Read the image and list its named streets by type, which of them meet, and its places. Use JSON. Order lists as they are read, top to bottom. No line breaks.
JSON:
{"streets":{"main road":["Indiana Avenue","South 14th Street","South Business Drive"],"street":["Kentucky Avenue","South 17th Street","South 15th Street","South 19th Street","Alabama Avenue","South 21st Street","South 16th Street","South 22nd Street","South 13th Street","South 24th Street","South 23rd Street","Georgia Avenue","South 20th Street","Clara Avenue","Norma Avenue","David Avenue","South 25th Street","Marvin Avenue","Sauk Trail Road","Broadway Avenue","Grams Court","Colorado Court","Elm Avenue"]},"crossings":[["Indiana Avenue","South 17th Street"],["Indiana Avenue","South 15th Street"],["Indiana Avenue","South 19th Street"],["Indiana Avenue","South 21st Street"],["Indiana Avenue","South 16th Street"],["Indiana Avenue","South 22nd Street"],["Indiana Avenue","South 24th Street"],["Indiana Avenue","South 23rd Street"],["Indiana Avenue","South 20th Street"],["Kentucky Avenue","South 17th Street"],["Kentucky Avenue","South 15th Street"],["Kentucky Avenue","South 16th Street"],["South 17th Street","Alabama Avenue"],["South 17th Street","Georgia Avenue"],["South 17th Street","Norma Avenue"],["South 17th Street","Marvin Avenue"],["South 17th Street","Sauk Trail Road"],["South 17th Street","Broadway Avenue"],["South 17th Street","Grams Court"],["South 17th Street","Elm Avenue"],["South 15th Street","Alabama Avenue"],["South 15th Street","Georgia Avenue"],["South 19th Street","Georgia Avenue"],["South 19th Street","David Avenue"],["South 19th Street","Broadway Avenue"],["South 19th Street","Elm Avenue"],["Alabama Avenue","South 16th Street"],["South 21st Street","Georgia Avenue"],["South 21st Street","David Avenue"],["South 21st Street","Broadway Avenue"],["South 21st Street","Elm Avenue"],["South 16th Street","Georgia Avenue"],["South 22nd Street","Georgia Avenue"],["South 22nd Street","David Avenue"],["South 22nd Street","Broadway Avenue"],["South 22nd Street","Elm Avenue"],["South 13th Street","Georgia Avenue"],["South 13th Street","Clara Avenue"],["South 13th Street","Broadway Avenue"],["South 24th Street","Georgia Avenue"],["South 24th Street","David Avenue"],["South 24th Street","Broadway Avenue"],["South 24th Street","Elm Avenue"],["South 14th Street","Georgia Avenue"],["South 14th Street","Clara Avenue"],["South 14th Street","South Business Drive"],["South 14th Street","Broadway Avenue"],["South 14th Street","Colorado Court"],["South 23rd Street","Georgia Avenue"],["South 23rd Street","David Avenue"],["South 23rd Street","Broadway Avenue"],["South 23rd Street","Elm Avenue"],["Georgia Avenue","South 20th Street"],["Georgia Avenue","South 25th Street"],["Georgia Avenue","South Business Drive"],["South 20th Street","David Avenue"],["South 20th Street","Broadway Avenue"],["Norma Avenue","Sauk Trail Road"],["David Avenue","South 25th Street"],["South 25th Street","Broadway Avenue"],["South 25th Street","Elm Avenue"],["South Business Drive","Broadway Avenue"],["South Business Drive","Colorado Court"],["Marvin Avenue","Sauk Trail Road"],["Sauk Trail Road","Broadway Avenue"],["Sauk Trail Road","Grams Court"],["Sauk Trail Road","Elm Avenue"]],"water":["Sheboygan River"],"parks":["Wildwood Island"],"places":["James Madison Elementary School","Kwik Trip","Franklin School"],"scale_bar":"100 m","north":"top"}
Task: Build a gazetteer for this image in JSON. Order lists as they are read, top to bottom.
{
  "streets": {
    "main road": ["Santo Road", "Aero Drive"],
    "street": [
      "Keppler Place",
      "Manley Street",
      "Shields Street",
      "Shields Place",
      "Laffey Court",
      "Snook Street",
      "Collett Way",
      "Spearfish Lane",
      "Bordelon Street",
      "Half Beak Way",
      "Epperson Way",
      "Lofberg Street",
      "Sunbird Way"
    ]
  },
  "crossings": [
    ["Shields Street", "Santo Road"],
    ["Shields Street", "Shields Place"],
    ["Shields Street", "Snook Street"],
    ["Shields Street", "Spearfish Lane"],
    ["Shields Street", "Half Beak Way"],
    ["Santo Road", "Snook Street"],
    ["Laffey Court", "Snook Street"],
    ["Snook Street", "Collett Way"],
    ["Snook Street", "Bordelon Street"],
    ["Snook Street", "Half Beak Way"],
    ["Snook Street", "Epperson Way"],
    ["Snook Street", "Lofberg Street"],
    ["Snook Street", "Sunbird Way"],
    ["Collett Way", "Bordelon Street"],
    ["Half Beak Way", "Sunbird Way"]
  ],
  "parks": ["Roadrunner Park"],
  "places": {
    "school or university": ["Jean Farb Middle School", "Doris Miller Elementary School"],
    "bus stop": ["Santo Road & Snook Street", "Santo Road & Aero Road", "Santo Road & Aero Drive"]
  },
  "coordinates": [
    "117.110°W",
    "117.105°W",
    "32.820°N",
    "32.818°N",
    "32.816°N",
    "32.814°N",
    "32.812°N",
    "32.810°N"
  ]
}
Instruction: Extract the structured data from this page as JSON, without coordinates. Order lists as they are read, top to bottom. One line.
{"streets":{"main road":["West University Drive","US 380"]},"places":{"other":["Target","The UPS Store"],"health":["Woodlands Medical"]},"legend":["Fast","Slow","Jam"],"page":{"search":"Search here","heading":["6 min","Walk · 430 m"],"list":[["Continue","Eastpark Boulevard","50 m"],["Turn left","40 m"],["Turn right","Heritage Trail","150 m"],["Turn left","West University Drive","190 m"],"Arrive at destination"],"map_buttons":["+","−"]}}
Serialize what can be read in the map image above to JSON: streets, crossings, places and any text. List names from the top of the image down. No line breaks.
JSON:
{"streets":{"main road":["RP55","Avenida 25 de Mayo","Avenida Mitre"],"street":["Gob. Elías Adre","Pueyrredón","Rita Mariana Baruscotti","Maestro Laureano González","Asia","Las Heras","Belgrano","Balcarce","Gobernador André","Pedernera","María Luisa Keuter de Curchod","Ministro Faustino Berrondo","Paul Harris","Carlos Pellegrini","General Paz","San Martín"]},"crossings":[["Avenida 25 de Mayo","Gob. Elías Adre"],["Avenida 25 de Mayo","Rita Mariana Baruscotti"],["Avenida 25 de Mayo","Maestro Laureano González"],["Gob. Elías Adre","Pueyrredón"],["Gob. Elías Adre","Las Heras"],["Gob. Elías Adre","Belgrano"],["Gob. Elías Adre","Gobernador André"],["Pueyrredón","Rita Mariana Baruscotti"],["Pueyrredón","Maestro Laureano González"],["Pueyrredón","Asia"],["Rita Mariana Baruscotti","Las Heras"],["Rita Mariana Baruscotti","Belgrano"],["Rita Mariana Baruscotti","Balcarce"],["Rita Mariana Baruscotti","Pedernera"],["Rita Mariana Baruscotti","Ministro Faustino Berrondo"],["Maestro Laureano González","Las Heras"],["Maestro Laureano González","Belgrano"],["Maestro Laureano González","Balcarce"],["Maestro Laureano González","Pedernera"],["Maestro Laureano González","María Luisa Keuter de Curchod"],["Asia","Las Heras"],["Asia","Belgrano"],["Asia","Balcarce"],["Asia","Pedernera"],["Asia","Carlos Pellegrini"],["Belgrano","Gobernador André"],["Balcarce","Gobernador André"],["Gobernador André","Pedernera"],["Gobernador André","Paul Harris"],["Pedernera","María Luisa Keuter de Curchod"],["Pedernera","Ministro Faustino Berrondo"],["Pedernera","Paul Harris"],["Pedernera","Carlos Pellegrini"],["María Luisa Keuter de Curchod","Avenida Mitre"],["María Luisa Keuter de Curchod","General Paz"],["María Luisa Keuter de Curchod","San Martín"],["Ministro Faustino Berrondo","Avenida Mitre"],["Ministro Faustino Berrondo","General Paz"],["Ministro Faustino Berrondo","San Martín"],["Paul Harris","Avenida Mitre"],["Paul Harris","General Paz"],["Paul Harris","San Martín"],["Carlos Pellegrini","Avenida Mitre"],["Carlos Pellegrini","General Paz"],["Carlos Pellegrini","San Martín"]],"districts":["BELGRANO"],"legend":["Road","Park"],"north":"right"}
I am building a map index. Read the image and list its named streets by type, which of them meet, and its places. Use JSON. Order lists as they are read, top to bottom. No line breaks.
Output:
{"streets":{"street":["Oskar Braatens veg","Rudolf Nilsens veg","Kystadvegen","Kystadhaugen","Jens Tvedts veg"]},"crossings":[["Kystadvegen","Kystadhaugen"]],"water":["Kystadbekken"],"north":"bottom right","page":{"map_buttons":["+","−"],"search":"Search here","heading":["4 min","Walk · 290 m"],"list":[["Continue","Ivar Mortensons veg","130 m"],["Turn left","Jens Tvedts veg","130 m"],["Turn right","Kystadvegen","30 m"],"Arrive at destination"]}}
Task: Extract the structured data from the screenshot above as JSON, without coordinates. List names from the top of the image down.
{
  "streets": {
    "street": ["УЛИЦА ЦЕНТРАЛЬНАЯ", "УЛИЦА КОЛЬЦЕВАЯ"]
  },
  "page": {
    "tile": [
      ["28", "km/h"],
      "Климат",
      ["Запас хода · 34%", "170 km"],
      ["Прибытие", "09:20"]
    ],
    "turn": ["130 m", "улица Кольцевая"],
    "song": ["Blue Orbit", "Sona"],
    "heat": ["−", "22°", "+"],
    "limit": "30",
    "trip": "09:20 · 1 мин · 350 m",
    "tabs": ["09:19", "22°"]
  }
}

------------------------------

### Required action
Some lines of the material above contain the string "Santo". Please state how many, giving the number alone.

### Written reply
4